Top of Supplied information

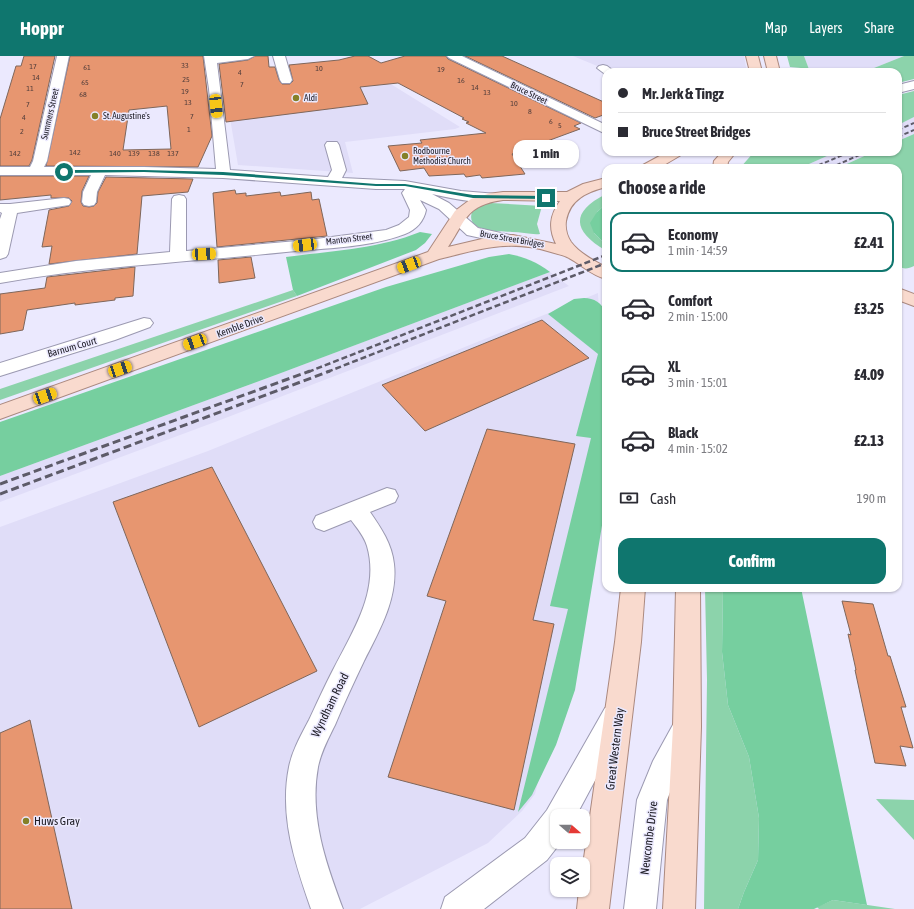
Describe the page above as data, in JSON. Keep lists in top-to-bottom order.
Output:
{
  "streets": {
    "main road": ["Bruce Street Bridges", "Kemble Drive", "Great Western Way"],
    "street": [
      "Bruce Street",
      "Summers Street",
      "Manton Street",
      "Barnum Court",
      "Wyndham Road",
      "Newcombe Drive"
    ]
  },
  "crossings": [
    ["Manton Street", "Bruce Street Bridges"],
    ["Bruce Street Bridges", "Kemble Drive"]
  ],
  "places": [
    "Aldi",
    "St. Augustine's",
    "Rodbourne Methodist Church",
    "Huws Gray"
  ],
  "house_numbers": [
    "33",
    "17",
    "61",
    "10",
    "19",
    "4",
    "14",
    "25",
    "16",
    "65",
    "7",
    "14",
    "11",
    "19",
    "13",
    "68",
    "13",
    "10",
    "7",
    "8",
    "7",
    "4",
    "6",
    "5",
    "1",
    "2",
    "142",
    "142",
    "140",
    "139",
    "138",
    "137"
  ],
  "north": "right",
  "page": {
    "header": "Hoppr",
    "nav": ["Map", "Layers", "Share"],
    "banner": ["Mr. Jerk & Tingz", "Bruce Street Bridges"],
    "bubble": "1 min",
    "heading": "Choose a ride",
    "list": [
      {
        "name": "Economy",
        "note": "1 min · 14:59",
        "value": "£2.41"
      },
      {
        "name": "Comfort",
        "note": "2 min · 15:00",
        "value": "£3.25"
      },
      {
        "name": "XL",
        "note": "3 min · 15:01",
        "value": "£4.09"
      },
      {
        "name": "Black",
        "note": "4 min · 15:02",
        "value": "£2.13"
      }
    ],
    "pay": ["Cash", "190 m"],
    "buttons": "Confirm"
  }
}
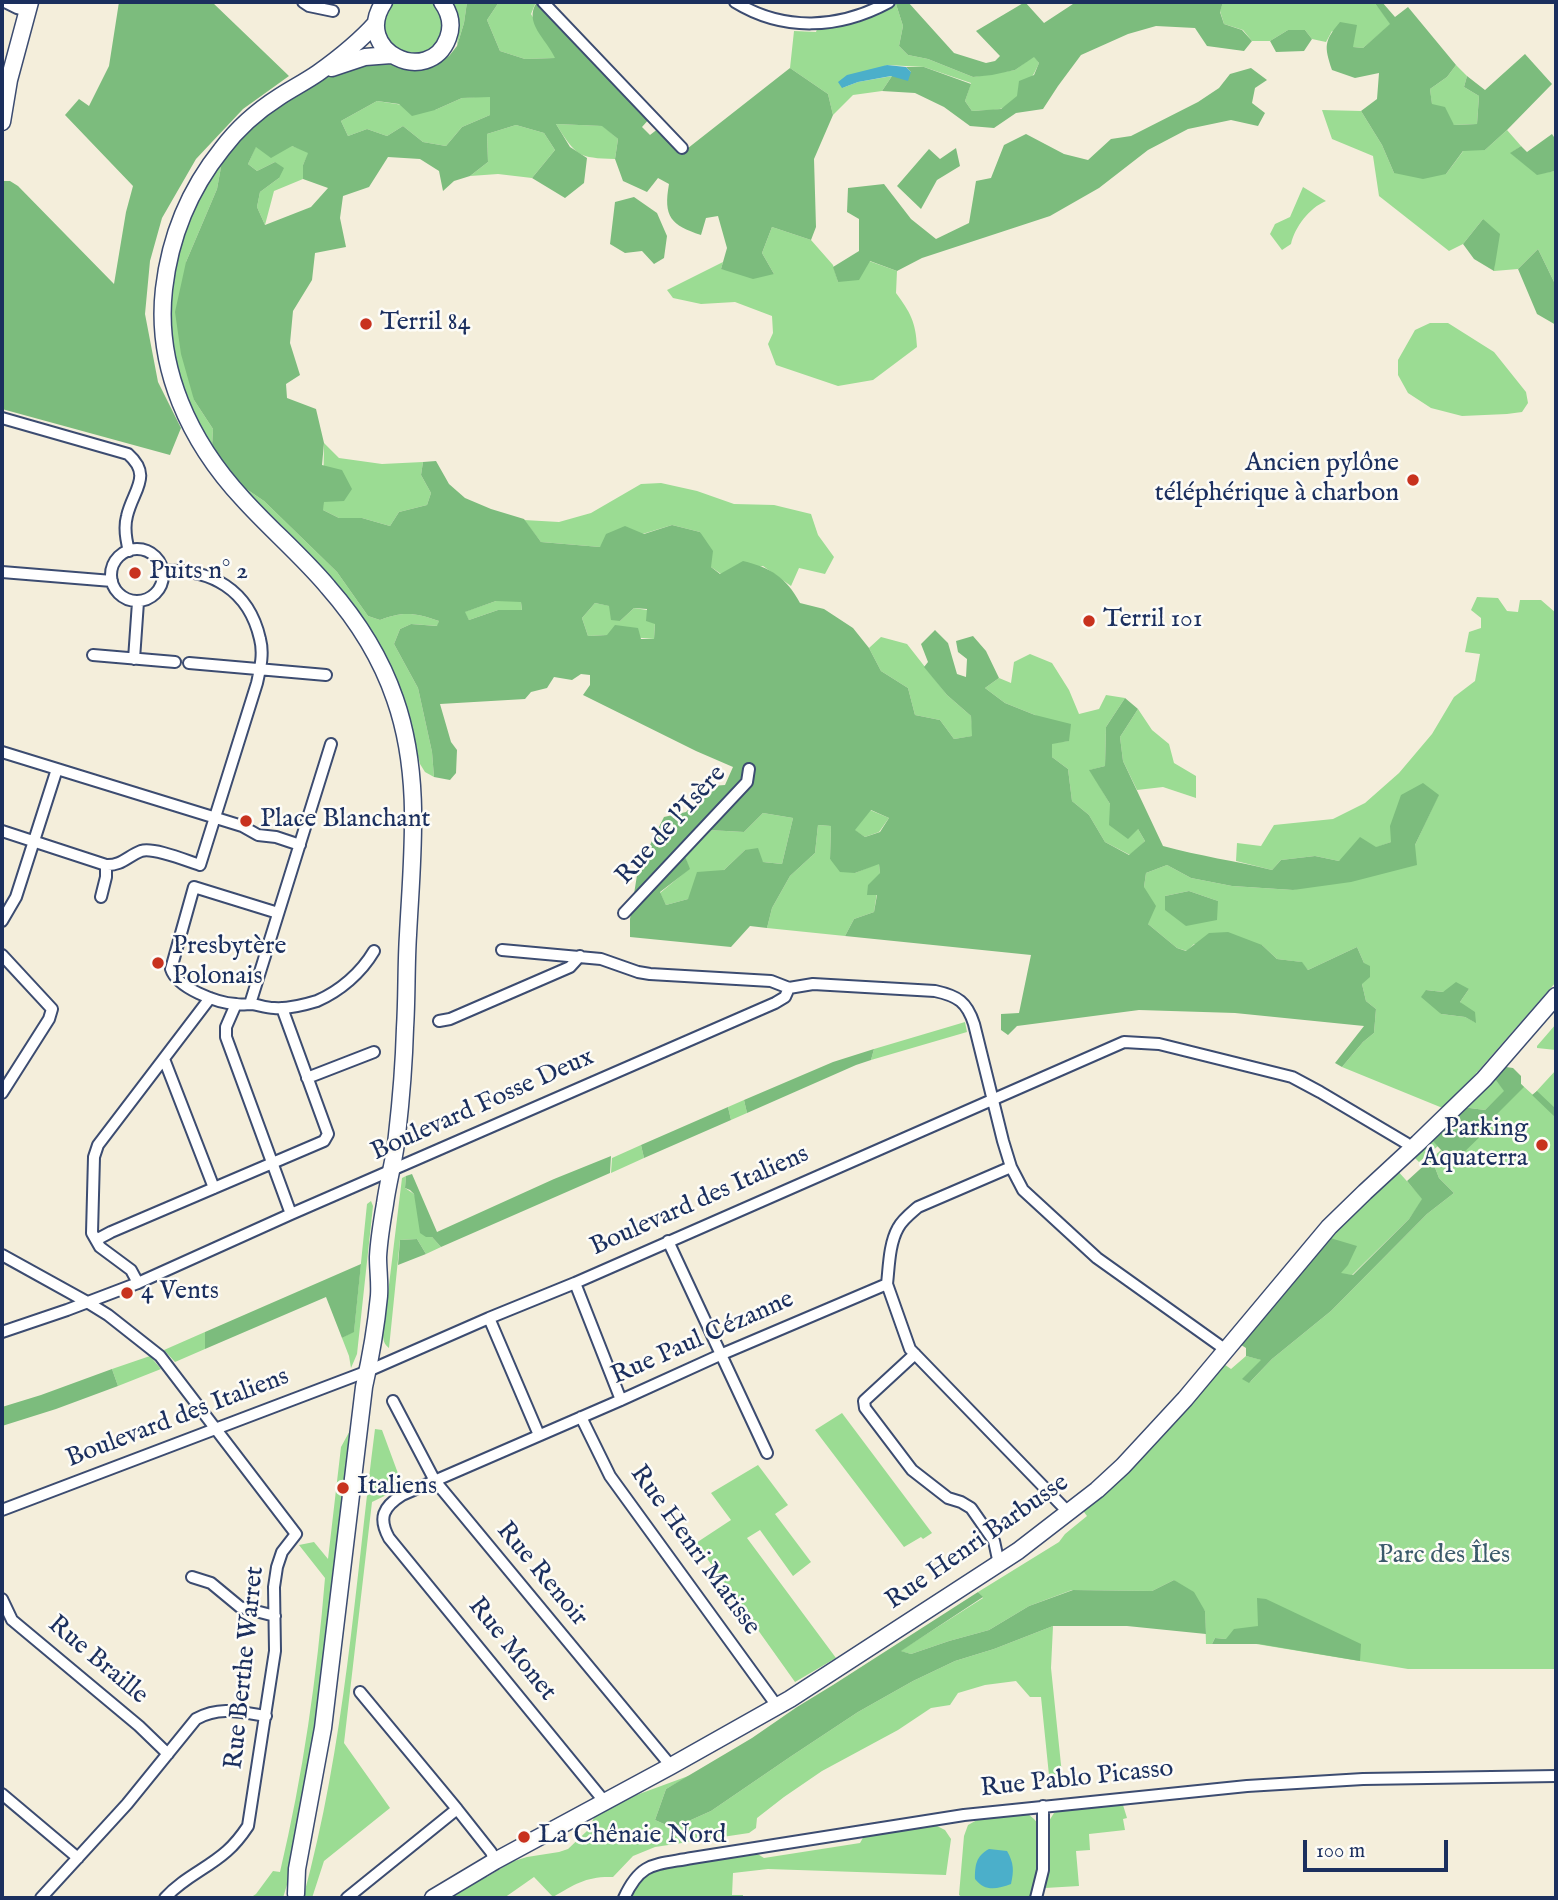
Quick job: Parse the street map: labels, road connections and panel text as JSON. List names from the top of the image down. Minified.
{"streets":{"main road":["Rue Henri Barbusse"],"street":["Rue de l'Isère","Boulevard Fosse Deux","Boulevard des Italiens","Rue Paul Cézanne","Rue Henri Matisse","Rue Renoir","Rue Monet","Rue Braille","Rue Berthe Warret","Rue Pablo Picasso"]},"crossings":[["Boulevard des Italiens","Rue Henri Barbusse"],["Boulevard des Italiens","Rue Berthe Warret"],["Rue Paul Cézanne","Rue Henri Matisse"],["Rue Paul Cézanne","Rue Renoir"],["Rue Paul Cézanne","Rue Monet"],["Rue Henri Barbusse","Rue Henri Matisse"],["Rue Henri Barbusse","Rue Renoir"],["Rue Henri Barbusse","Rue Monet"]],"parks":["Parc des Îles"],"places":["Terril 84","Ancien pylône téléphérique à charbon","Puits n° 2","Terril 101","Place Blanchant","Presbytère Polonais","Parking Aquaterra","4 Vents","Italiens","La Chênaie Nord"],"scale_bar":"100 m"}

Bottom of Supplied information

What the exercise asks:
Retype exactly, and only, the lines that run from the one with "Quick job: Parse" through the final line of the entries.

Answer space:
Quick job: Parse the street map: labels, road connections and panel text as JSON. List names from the top of the image down. Minified.
{"streets":{"main road":["Rue Henri Barbusse"],"street":["Rue de l'Isère","Boulevard Fosse Deux","Boulevard des Italiens","Rue Paul Cézanne","Rue Henri Matisse","Rue Renoir","Rue Monet","Rue Braille","Rue Berthe Warret","Rue Pablo Picasso"]},"crossings":[["Boulevard des Italiens","Rue Henri Barbusse"],["Boulevard des Italiens","Rue Berthe Warret"],["Rue Paul Cézanne","Rue Henri Matisse"],["Rue Paul Cézanne","Rue Renoir"],["Rue Paul Cézanne","Rue Monet"],["Rue Henri Barbusse","Rue Henri Matisse"],["Rue Henri Barbusse","Rue Renoir"],["Rue Henri Barbusse","Rue Monet"]],"parks":["Parc des Îles"],"places":["Terril 84","Ancien pylône téléphérique à charbon","Puits n° 2","Terril 101","Place Blanchant","Presbytère Polonais","Parking Aquaterra","4 Vents","Italiens","La Chênaie Nord"],"scale_bar":"100 m"}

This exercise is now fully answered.